• **The task**
For each line below, check for "justify"; give only the total of lines where it occurs.

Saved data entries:
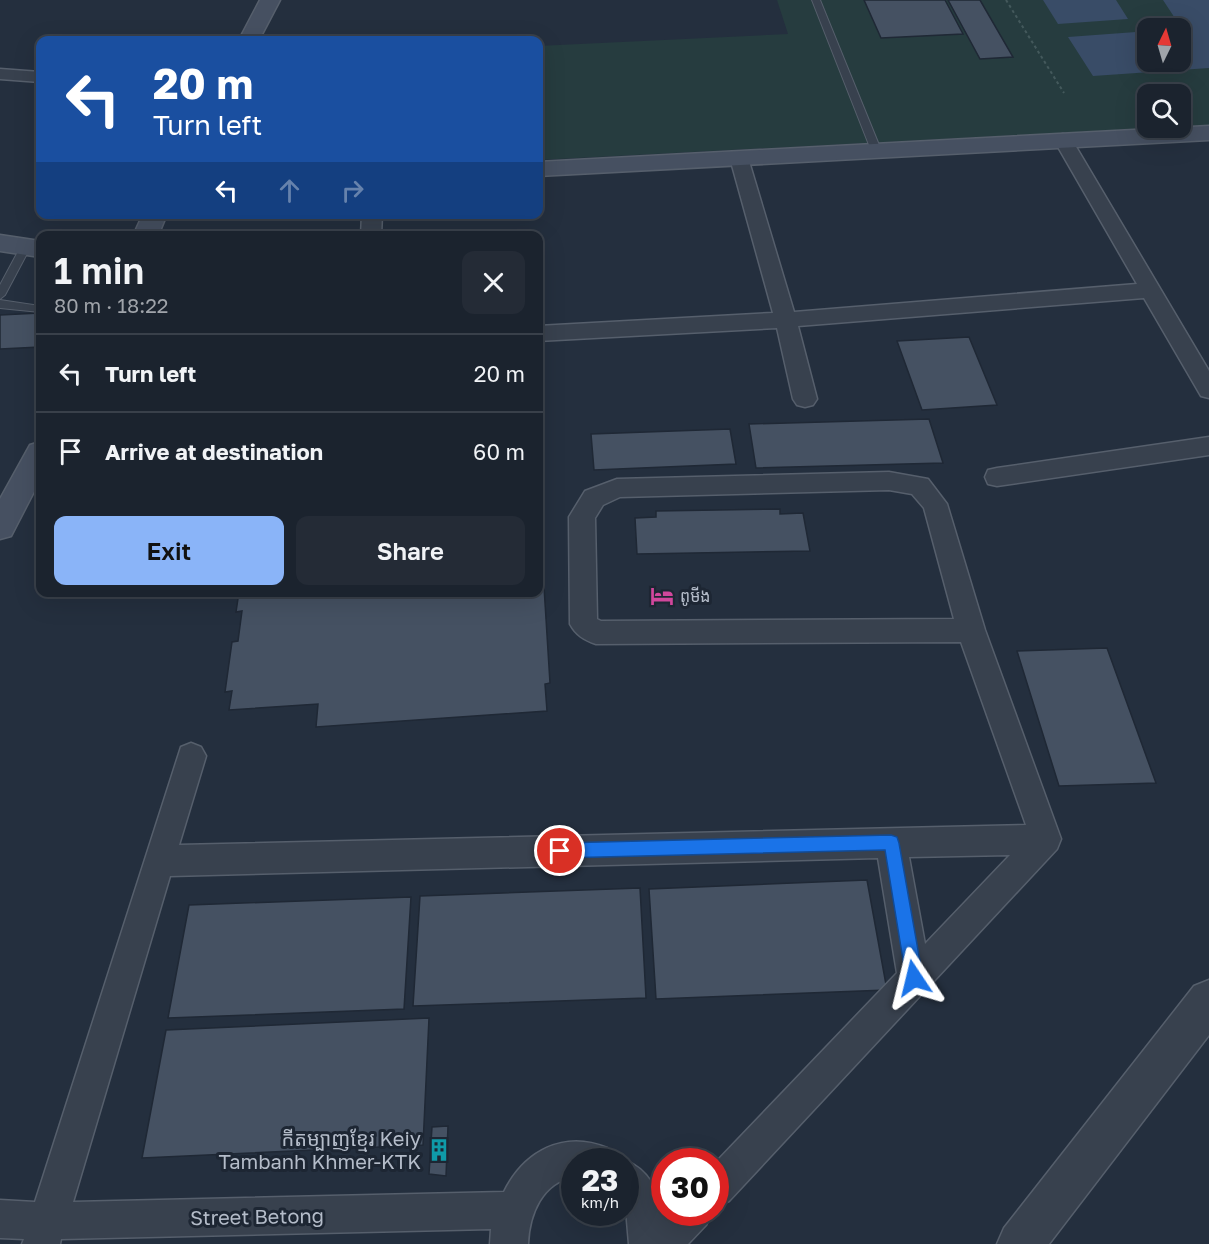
<!DOCTYPE html>
<html lang="en">
<head>
<meta charset="utf-8">
<style>
  body { margin:0; font-family:"Golos Text","Noto Sans Khmer",sans-serif; background:#242b36; color:#f1f3f6; height:100vh; display:flex; flex-direction:column; font-size:22px; white-space:nowrap }
  * { box-sizing:border-box; margin:0 }
  p { font-size:20px; color:#a0a4aa }
  .icon { flex:none; width:33px; height:33px; fill:none; stroke:currentColor; stroke-width:2; stroke-linecap:round; stroke-linejoin:round }
  .map { position:relative; flex:1; overflow:hidden }
  .details { position:absolute; left:36px; top:231px; width:507px; height:366px; display:flex; flex-direction:column; background:#1b232e; border-radius:12px; box-shadow:0 6px 24px #0002,0 0 0 2px #39404a }
  .details>* { flex:none }
  .guide { position:absolute; left:36px; top:36px; width:507px; height:183px; border-radius:12px; box-shadow:0 6px 24px #0002,0 0 0 2px #39404a; background:#1a4fa0; color:#fff; overflow:hidden }
  .needle { width:39px; rotate:5deg }
  .buttons { position:absolute; left:1137px; top:18px; display:grid; gap:12px }
  .buttons a { display:grid; place-items:center; width:54px; height:54px; border-radius:12px; background:#1b232e; box-shadow:0 6px 24px #0002,0 0 0 2px #39404a; font-size:30px }
  .speed { position:absolute; left:561px; top:1148px; display:flex; gap:12px; font-size:30px; font-weight:700; text-align:center }
  .speed>* { display:grid; place-content:center; width:78px; height:78px; border-radius:50%; background:#1b232e; box-shadow:0 6px 24px #0002,0 0 0 2px #39404a; line-height:1 }
  .speed small { font-size:15px; font-weight:400 }
  .speed .limit { border:9px solid #d22; background:#fff; color:#111 }
  .pin { position:absolute; display:grid; place-items:center; width:51px; height:51px; color:#fff; margin:-26px; border:3px solid #fff; border-radius:50%; box-shadow:0 2px 6px #0007 }
  .me { position:absolute; width:66px; margin:-33px; rotate:350deg; stroke-linejoin:round; filter:drop-shadow(0 0 4px #0008) }
  .turn { display:flex; align-items:center; gap:21px; height:126px; padding:0 18px; font-size:27px }
  .turn .icon { width:78px; height:78px; stroke-width:2.5 }
  .turn b { display:block; font-size:42px; line-height:51px }
  .lanes { display:flex; align-items:center; height:57px; padding:0 18px; background:#0003; justify-content:center; gap:30px; direction:ltr }
  .lanes .off { opacity:.35 }
  .round { display:grid; place-items:center; flex:none; width:63px; height:63px; border-radius:12px; background:#242b36 }
  .headline { display:flex; align-items:center; justify-content:space-between; height:102px; padding:0 18px }
  h1 { font-size:36px; font-weight:600; line-height:45px }
  .button { display:flex; gap:12px; margin-top:auto; padding:12px 18px }
  .button a { flex:1; height:69px; border-radius:12px; background:#8ab4f8; color:#111; font-size:24px; font-weight:600; line-height:69px; text-align:center }
  .button a+a { background:#242b36; color:#f1f3f6 }
  ul { padding:0; list-style:none }
  li { display:flex; align-items:center; gap:18px; height:78px; padding:0 18px; border-top:2px solid #39404a }
  li div { flex:1 }
  li b { display:block; font-size:22px }
  li em { font-style:normal }
  .map>svg:first-child { display:block }
  .green { fill:#263c3f; fill-rule:evenodd }
  .water { fill:#394c67 }
  .building { fill:#455162; stroke:#1f2835; stroke-width:1.5 }
  .lines { fill:none; stroke-linecap:round; stroke-linejoin:round }
  .service-casing { stroke:#565f6c; stroke-width:2 }
  .minor-casing { stroke:#565f6c; stroke-width:3 }
  .tertiary-casing { stroke:#565f6c; stroke-width:3 }
  .secondary-casing { stroke:#565f6c; stroke-width:3 }
  .path { stroke:#44595c; stroke-width:2; stroke-dasharray:3 3; stroke-linecap:butt }
  .service { fill:#38414e; fill-rule:evenodd }
  .minor { fill:#38414e; fill-rule:evenodd }
  .tertiary { fill:#38414e; fill-rule:evenodd }
  .secondary { fill:#465061; fill-rule:evenodd }
  .route { fill:#1a73e8; stroke:#114b97; stroke-width:1.5 }
  .labels { text-anchor:middle; dominant-baseline:central; stroke-width:6; stroke-linejoin:round; paint-order:stroke }
  .poi-label { font-size:16px; fill:#b4bcc9; stroke:#1d2633; text-anchor:start }
  .near-poi-label { font-size:20px; fill:#b4bcc9; stroke:#1d2633; text-anchor:end }
  .near-street-label { font-size:20px; fill:#b4bcc9; stroke:#1d2633 }
</style>
</head>
<body>
<div class="map">
<svg width="1209" height="1244" viewBox="0 0 1209 1244">
  <rect width="100%" height="100%" fill="#242f3e"/>
  <path class="green" d="M777,0h432v125l-28,1 -1,-32h-32v34h6l-615,32 -1,-114 250,-12zM1148,28h32v34h-32z"/>
  <path class="water" d="M1043,0h73l12,19 -70,5z
    M1163,0h46v68l-116,8 -25,-39 68,-5 11,7 1,23h32l1,-26 5,-1z"/>
  <path class="building" d="M864,0h81l18,34 -82,4z
    M948,0h32l33,57 -33,2z
    M40,313v34l-40,2v-34z
    M969,337l28,68 -75,5 -25,-69z
    M929,419l14,44 -187,5 -7,-44z
    M730,429l6,35 -142,6 -3,-36z
    M538,490l12,193 -5,1 2,27 -231,16 2,-23 -89,6 3,-19 -7,1 7,-50 6,-1 4,-30 -6,1 3,-20h299z
    M780,509v5l23,-1 7,38 -173,3 -2,-36 21,-1v-6z
    M1107,648l49,135 -97,3 -42,-135z
    M867,880l20,110 -231,9 -7,-110z
    M640,888l6,110 -233,8 7,-110z
    M411,897l-7,112 -236,9 21,-113z
    M429,1018l-6,127 -281,13 24,-128z
    M448,1126l-2,50 -17,-2 3,-47z"/>
  <g class="lines">
    <g class="service-casing">
      <path id="service" d="M812,0h8l61,150 -2,2 -8,-2z
        M26,243l5,3 -26,49 -5,4v-14l21,-39z
        M0,300l40,6v6l-40,-4z"/>
    </g>
    <g class="minor-casing">
      <path id="minor" d="M0,69l40,3v10l-40,-3z
        M1063,134l7,2 2,4 137,231v27l-8,-2 -57,-98 -346,28 19,73 -4,6 -8,2 -8,-2 -4,-6 -16,-71 -239,13v-15l235,-13 -43,-155 2,-4h14l2,4 46,154 343,-28 -83,-144 2,-4z
        M362,214h20l-1,22h-20z
        M1209,437v18l-212,31 -9,-2 -3,-7 3,-7 9,-2z
        M889,472l39,7 19,25 38,126 76,209 -4,10 -328,352 -13,5v-44l181,-189 -19,-115 -708,18 -97,326 431,-10c20,-41 60,-62 103,-44l5,13h-38v16c-32,5 -45,38 -46,67h-38l1,-15 -430,10 -1,5h-38l2,-5 -24,-1v-38l35,2 146,-455 10,-4 10,4 5,9 -27,89 847,-20 -65,-183 -365,2c-12,-4 -20,-9 -26,-20l-1,-107 16,-26 32,-12zM889,490l23,4 12,14 30,111 -353,2 -4,-2 -2,-101 8,-13 17,-8zM1010,855l-85,89 -16,-87z
        M625,1161h1c23,9 32,30 38,54l3,-3h45l-6,13 -18,19h-59l-3,-35z"/>
    </g>
    <g class="tertiary-casing">
      <path id="tertiary" d="M1209,980v55l-160,209h-52l7,-16 190,-242z"/>
    </g>
    <g class="secondary-casing">
      <path id="secondary" d="M260,0h20l-21,40h-20z
        M1209,126v14l-671,36v-14z
        M143,214h24l-9,22h-25z
        M0,235l40,6v16l-40,-6z
        M40,442v38l-29,56 -11,3v-40l30,-54z"/>
    </g>
    <path class="path" d="M1006,0l58,93"/>
    <use href="#service" class="service"/>
    <use href="#minor" class="minor"/>
    <use href="#tertiary" class="tertiary"/>
    <use href="#secondary" class="secondary"/>
  </g>
  <path class="route" d="M891,835l6,2 2,6 24,135 -3,6 -6,3 -6,-3 -2,-6 -21,-128 -325,8 -6,-2 -2,-5 2,-6 6,-2z"/>
  <defs>
    <g id="hotel-bare" transform="scale(1.8)"><path d="M-6-4.5h1.5V1H6V5H4.5V3h-9V5H-6ZM-4 0a1.8 1.8 0 1 1 3.6 0ZM.5 0V-2.5h3Q6-2.5 6 0Z" fill="#d1479c" stroke="#1d2633" stroke-width="2.5" paint-order="stroke"/></g>
    <g id="building-bare" transform="scale(1.8)"><path d="M-4-6H4V6H1V3H-1V6H-4ZM-2.5-4.3h1.7v1.8h-1.7ZM.8-4.3h1.7v1.8H.8ZM-2.5-1h1.7V.8h-1.7ZM.8-1h1.7V.8H.8Z" fill="#0f9aa8" stroke="#1d2633" stroke-width="2.5" paint-order="stroke"/></g>
  </defs>
  <g fill-rule="evenodd">
    <use href="#hotel-bare" x="662" y="596"/>
    <use href="#building-bare" x="439" y="1150"/>
  </g>
  <g class="labels">
    <g class="poi-label">
      <text x="680" y="596">ពូមីង</text>
    </g>
    <g class="near-poi-label">
      <text x="421" y="1138">កីតម្បាញខ្មែរ Keiy<tspan x="421" dy="23">Tambanh Khmer-KTK</tspan></text>
    </g>
    <g class="near-street-label">
      <text transform="translate(257 1216) rotate(-1)">Street Betong</text>
    </g>
  </g>
</svg>
<div class="buttons">
<a><svg class="needle" viewBox="-14 -14 28 28"><path d="M0-13l5 13h-10z" fill="#e53935"/><path d="M0 13l5-13h-10z" fill="#a0a4aa"/></svg></a>
<a><svg class="icon" aria-label="search" viewBox="0 0 24 24"><circle cx="10" cy="10" r="6"/><path d="M15 15l6 6"/></svg></a>
</div>
<div class="speed"><div>23<small>km/h</small></div><div class="limit">30</div></div>
<div class="pin" style="left:560px;top:851px;background:#d93025"><svg class="icon" aria-label="arrive" viewBox="0 0 24 24"><path d="M6 21V4h12l-3 4 3 4H6"/></svg></div>
<svg class="me" style="left:914px;top:978px" viewBox="-20 -20 40 40"><path d="M0-17L14 15 0 8-14 15z" fill="#1a73e8" stroke="#fff" stroke-width="4"/></svg>
<div class="guide">
<div class="turn"><svg class="icon" aria-label="left" viewBox="0 0 24 24"><path d="M17 20v-9H6M10 6l-5 5 5 5"/></svg><div><b>20 m</b>Turn left</div></div>
<div class="lanes"><svg class="icon" aria-label="left" viewBox="0 0 24 24"><path d="M17 20v-9H6M10 6l-5 5 5 5"/></svg><svg class="icon off" aria-label="ahead" viewBox="0 0 24 24"><path d="M12 20V5M6 11l6-6 6 6"/></svg><svg class="icon off" aria-label="right" viewBox="0 0 24 24"><path d="M7 20v-9h11M14 6l5 5-5 5"/></svg></div>
</div>
<section class="details">
<div class="headline"><div><h1>1 min</h1><p>80 m · 18:22</p></div><a class="round"><svg class="icon" aria-label="close" viewBox="0 0 24 24"><path d="M6 6l12 12M18 6L6 18"/></svg></a></div>
<ul>
<li><svg class="icon" aria-label="left" viewBox="0 0 24 24"><path d="M17 20v-9H6M10 6l-5 5 5 5"/></svg><div><b>Turn left</b></div><em>20 m</em></li>
<li><svg class="icon" aria-label="arrive" viewBox="0 0 24 24"><path d="M6 21V4h12l-3 4 3 4H6"/></svg><div><b>Arrive at destination</b></div><em>60 m</em></li>
</ul>
<div class="button"><a>Exit</a><a>Share</a></div>
</section>
</div>
</body>
</html>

• **Result of this exercise**
2